I Have Been Forgetful
This week, I forgot it was St. Patrick’s Day. I didn’t get a chance to drink green beer and Shamrock Shakes, sing “When Irish Eyes Are Smiling”, and watch Leprechaun movies. Nor did I get a chance to write limericks. I believe limericks are a seriously underrated literary form. You don’t need to be literary wordsmith like Shakespeare or one of those “sensitive” artistes to write limericks. Instead, you need a good sense of humor and an exceptionally good dirty mind. I rather read a collection of limericks that will make your Aunt Prudence the Prude grab her smelling salts rather than the serious verses loved by critics, professors, and the Nobel Prize literature committee. After all, reading should be fun, and I always enjoy perusing those “girl from Nantucket” limericks.
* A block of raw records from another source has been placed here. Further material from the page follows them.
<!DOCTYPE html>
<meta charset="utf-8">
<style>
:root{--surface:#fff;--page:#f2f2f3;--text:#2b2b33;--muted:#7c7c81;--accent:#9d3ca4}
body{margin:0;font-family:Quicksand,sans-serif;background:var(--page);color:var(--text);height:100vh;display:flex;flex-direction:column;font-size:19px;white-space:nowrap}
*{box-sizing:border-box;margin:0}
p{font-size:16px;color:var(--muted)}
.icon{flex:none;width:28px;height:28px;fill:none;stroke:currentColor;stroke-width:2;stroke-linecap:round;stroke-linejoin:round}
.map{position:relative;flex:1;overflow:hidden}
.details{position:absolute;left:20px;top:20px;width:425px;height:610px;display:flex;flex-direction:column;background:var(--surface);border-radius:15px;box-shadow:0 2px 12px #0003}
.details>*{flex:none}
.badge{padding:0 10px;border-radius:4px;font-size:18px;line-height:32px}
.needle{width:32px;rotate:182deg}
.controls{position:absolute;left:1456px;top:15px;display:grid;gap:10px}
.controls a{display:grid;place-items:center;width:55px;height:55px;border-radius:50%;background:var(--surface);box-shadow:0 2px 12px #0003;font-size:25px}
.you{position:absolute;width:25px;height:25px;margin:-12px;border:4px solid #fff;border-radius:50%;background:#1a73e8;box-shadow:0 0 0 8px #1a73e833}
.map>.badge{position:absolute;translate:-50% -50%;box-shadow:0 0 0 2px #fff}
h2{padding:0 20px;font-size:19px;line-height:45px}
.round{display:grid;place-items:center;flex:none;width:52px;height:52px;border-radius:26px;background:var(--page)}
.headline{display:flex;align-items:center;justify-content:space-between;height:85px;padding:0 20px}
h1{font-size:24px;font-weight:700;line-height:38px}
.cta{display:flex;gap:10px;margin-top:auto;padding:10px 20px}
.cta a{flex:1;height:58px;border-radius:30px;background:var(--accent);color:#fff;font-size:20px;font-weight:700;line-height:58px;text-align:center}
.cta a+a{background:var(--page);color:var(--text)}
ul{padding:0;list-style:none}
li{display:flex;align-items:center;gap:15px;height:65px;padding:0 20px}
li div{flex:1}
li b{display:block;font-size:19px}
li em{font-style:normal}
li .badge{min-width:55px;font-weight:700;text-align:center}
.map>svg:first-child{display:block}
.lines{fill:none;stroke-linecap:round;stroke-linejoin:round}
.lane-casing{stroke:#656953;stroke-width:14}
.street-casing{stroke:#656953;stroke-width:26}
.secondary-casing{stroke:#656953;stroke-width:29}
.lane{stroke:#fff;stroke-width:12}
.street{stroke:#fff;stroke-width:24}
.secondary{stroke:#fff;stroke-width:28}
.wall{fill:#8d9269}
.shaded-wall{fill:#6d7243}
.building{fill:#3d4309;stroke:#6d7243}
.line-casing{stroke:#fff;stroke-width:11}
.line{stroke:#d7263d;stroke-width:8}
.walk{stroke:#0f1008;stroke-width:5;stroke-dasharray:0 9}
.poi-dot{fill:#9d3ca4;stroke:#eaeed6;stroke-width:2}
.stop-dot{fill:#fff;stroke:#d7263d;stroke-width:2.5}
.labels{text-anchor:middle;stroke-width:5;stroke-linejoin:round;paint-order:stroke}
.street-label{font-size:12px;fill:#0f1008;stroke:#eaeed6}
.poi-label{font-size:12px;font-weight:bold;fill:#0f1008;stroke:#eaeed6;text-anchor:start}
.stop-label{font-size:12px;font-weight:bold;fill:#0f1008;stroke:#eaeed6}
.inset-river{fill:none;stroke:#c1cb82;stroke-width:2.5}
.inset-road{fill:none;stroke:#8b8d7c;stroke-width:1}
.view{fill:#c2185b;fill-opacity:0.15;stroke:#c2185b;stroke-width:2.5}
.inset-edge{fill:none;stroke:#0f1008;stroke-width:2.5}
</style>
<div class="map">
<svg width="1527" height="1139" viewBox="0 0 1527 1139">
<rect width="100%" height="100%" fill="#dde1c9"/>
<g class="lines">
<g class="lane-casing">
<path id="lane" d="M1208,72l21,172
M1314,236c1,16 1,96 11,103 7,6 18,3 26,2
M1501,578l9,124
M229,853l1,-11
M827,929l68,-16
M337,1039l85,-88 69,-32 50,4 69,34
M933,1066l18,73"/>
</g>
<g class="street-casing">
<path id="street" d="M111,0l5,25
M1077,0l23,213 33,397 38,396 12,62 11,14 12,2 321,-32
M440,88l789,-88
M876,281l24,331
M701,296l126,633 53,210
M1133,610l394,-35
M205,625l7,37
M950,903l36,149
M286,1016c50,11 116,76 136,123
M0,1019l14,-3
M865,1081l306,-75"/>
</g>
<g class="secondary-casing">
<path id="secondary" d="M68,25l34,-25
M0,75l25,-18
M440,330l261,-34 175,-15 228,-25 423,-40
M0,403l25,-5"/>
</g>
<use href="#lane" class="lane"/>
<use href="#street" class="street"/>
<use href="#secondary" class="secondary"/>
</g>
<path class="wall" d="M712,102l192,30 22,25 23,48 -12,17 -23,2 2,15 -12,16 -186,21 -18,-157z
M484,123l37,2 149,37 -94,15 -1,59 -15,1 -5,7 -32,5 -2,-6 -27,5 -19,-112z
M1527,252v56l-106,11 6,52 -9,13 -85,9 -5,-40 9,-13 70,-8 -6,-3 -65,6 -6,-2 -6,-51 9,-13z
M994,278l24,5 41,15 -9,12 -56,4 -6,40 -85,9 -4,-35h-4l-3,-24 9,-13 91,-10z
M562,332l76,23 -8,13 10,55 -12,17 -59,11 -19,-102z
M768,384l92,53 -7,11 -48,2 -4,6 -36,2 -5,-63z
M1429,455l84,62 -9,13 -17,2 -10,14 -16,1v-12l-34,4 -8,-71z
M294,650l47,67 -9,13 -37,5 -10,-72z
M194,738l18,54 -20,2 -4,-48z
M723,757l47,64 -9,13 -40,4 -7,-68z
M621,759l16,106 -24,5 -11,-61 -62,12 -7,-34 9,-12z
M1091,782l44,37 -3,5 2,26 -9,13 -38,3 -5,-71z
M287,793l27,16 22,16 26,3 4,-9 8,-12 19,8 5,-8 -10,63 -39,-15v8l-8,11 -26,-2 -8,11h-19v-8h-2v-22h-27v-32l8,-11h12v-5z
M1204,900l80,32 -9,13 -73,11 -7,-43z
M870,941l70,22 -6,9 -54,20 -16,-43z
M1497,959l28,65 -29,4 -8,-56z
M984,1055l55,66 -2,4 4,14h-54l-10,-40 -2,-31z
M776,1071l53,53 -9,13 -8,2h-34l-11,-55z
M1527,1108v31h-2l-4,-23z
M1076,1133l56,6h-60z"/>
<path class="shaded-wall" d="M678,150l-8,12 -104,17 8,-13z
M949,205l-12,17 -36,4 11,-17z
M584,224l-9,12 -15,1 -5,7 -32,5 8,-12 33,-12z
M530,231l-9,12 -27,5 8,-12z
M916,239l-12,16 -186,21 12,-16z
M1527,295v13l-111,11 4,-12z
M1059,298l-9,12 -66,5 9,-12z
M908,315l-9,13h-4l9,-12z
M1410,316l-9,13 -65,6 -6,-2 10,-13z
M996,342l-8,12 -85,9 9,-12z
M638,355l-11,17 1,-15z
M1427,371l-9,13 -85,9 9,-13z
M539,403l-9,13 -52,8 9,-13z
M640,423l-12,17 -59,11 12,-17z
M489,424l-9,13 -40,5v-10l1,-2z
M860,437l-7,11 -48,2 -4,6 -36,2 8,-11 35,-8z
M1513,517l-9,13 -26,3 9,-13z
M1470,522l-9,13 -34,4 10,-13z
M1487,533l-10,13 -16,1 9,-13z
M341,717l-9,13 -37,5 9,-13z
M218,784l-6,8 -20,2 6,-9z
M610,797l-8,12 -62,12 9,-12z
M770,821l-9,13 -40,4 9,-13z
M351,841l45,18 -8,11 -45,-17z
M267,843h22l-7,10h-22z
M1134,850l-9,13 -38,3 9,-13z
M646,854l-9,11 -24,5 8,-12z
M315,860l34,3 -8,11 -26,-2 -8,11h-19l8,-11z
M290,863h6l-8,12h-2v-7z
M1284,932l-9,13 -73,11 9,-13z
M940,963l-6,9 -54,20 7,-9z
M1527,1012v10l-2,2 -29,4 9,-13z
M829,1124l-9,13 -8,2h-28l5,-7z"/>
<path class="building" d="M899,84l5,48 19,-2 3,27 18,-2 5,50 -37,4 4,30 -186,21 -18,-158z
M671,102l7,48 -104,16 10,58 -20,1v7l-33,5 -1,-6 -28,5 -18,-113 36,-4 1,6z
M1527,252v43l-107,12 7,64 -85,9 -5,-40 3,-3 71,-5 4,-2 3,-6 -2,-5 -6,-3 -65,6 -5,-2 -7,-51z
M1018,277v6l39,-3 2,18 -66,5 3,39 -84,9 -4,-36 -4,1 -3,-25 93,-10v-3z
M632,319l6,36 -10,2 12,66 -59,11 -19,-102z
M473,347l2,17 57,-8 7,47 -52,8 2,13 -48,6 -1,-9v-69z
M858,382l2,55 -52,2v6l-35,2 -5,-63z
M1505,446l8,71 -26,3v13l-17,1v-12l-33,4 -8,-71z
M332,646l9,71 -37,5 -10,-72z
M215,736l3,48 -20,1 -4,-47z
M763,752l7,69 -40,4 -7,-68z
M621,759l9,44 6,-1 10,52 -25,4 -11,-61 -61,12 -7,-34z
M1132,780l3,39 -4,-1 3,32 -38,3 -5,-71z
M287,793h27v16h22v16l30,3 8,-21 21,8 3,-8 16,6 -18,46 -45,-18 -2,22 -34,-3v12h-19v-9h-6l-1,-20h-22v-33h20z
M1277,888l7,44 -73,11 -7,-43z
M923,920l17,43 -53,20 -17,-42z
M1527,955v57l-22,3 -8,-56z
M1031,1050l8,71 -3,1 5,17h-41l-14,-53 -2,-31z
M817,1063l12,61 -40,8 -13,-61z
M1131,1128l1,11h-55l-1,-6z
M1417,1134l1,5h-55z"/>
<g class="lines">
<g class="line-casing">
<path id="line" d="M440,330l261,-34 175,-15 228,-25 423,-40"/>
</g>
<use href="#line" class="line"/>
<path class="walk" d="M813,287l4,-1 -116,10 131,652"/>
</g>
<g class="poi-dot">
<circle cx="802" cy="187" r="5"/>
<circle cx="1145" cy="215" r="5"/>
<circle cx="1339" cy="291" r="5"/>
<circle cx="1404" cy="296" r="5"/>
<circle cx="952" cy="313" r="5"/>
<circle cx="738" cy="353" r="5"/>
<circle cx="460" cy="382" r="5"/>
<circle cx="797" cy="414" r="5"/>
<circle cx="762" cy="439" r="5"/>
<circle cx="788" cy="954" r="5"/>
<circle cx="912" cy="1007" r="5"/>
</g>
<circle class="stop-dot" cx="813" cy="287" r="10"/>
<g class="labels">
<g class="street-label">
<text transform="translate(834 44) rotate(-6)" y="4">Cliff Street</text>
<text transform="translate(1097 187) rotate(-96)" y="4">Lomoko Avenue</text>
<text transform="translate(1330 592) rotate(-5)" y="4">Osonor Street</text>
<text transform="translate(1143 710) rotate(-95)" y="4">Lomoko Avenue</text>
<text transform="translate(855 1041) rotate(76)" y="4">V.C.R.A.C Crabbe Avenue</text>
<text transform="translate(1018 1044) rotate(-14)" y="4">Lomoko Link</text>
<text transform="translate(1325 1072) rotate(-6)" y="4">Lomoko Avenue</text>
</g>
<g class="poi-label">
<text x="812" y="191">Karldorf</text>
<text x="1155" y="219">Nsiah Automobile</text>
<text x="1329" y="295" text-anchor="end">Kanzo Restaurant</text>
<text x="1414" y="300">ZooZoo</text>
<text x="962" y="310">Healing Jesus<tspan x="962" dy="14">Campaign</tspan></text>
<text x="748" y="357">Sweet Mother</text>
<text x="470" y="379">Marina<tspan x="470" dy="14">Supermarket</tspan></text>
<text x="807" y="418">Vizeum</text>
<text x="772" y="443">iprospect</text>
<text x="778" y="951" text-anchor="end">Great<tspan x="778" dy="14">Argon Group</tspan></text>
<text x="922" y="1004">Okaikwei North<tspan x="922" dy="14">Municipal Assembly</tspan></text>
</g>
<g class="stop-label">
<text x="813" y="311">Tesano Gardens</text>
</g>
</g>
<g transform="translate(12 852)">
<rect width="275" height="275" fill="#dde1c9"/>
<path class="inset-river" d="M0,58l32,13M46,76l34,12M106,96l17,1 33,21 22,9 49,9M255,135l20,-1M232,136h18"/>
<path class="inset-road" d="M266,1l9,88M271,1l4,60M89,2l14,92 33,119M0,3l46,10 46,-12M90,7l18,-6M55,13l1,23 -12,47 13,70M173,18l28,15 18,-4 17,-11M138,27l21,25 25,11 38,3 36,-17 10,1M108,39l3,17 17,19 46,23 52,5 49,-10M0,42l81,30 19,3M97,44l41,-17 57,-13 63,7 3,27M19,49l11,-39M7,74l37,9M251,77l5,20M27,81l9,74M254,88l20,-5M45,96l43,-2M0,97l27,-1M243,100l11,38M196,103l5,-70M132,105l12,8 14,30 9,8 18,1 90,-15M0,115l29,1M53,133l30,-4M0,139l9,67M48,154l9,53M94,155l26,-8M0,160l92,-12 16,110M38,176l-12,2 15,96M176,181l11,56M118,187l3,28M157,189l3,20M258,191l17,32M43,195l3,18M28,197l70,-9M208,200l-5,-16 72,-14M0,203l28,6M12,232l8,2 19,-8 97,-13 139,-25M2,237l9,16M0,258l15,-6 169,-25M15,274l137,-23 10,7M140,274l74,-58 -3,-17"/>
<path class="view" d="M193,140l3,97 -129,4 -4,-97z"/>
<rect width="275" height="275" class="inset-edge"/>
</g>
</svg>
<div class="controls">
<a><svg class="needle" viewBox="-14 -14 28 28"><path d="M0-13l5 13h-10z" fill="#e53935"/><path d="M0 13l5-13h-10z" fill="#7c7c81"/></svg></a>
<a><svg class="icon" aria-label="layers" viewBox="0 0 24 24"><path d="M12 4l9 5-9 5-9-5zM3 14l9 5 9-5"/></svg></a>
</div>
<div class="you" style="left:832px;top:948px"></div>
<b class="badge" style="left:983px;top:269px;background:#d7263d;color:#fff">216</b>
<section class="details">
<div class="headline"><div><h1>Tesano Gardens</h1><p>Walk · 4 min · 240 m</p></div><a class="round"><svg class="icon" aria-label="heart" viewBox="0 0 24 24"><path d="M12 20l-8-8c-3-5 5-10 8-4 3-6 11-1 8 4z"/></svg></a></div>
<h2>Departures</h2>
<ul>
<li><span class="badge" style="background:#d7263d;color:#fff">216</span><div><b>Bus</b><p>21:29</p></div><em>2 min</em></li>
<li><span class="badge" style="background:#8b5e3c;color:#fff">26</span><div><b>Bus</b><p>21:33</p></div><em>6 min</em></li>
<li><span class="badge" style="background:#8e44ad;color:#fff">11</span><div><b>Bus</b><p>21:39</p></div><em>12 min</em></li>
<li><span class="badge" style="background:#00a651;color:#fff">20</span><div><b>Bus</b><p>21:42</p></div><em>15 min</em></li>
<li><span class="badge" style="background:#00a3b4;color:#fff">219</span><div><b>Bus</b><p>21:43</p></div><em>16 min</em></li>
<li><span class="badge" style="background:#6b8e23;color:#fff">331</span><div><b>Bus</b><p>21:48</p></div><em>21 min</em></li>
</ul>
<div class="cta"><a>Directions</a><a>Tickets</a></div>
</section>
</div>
I also forgot that spring break is happening in Florida. One of the telltale signs you are an Old Fart is that Frankie Avalon, Annette Funicello, and Gidget hadn’t undergone puberty the last time you went on spring break. Unfortunately, I don’t have any good naughty spring break stories because I was one of those students who got caught up on my sleep and my homework rather than partying until I puke on the beaches in Florida. About the most memorable moments of my spring break was when I dragged my typewriter (young’uns, that was the medieval age contraption you used to write papers before a laptop) on buses. People gave me strange looks on why I would carry a typewriter. Well, when you are a liberal arts student, you will write, write, and write more often than Shakespeare when he wasn’t in love.
Then, I forgot about the NCAA basketball tournament. Since none of the teams I somewhat follow are dancing in the Big Dance, this is one tournament I don’t have the proverbial “dog in the hunt”. In fact, I care more about which pooch will win the Westminster Dog Show than which team will emerge as the top dog, cat, eagle, or even the most blatant NCAA scofflaw of the Final Four.
Incredibly, I even forgot not eating a meal. Actually, this is an exaggeration. My stomach doesn’t forget the the proverbial three meals a day plus a few other times for snacks. It has been said that an elephant never forgets. So does a tummy when it wants an elephant-size meal.
Joe’s Maybe Memorable Quote of the Day
I try to remember every thing until I start forgetting.